= Aim of the exercise =
Scan the records below for the string "street" and return every line where it appears.

== Records for the task ==

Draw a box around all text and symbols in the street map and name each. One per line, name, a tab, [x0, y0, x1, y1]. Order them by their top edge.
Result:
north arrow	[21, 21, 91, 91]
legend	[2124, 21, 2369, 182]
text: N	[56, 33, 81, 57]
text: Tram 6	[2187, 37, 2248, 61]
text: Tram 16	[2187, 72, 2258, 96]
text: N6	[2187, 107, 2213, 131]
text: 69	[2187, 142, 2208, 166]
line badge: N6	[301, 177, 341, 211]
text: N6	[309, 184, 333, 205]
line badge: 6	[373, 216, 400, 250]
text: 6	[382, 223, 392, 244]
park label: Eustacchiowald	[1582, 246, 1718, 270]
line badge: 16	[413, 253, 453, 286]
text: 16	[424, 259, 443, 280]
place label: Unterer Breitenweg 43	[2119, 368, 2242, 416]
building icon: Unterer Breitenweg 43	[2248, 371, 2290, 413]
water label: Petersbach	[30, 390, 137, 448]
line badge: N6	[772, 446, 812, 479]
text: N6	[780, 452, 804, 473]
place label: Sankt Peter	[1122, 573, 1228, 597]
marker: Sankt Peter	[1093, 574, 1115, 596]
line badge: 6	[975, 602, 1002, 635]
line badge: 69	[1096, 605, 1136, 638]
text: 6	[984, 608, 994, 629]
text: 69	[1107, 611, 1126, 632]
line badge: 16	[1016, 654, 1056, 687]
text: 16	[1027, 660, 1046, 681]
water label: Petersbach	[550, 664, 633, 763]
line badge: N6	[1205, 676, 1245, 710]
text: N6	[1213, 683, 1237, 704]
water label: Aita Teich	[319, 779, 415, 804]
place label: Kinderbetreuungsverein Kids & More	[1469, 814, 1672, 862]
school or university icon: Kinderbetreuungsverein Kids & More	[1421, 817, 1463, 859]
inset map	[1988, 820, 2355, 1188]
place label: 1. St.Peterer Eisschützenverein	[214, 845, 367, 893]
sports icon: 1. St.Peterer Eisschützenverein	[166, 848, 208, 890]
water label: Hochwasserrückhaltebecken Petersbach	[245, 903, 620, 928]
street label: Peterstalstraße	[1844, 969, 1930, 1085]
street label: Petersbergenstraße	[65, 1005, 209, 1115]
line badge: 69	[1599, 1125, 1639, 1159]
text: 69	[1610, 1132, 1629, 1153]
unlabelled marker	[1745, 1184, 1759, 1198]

===

= Expected output =
Draw a box around all text and symbols in the street map and name each. One per line, name, a tab, [x0, y0, x1, y1]. Order them by their top edge.
street label: Peterstalstraße	[1844, 969, 1930, 1085]
street label: Petersbergenstraße	[65, 1005, 209, 1115]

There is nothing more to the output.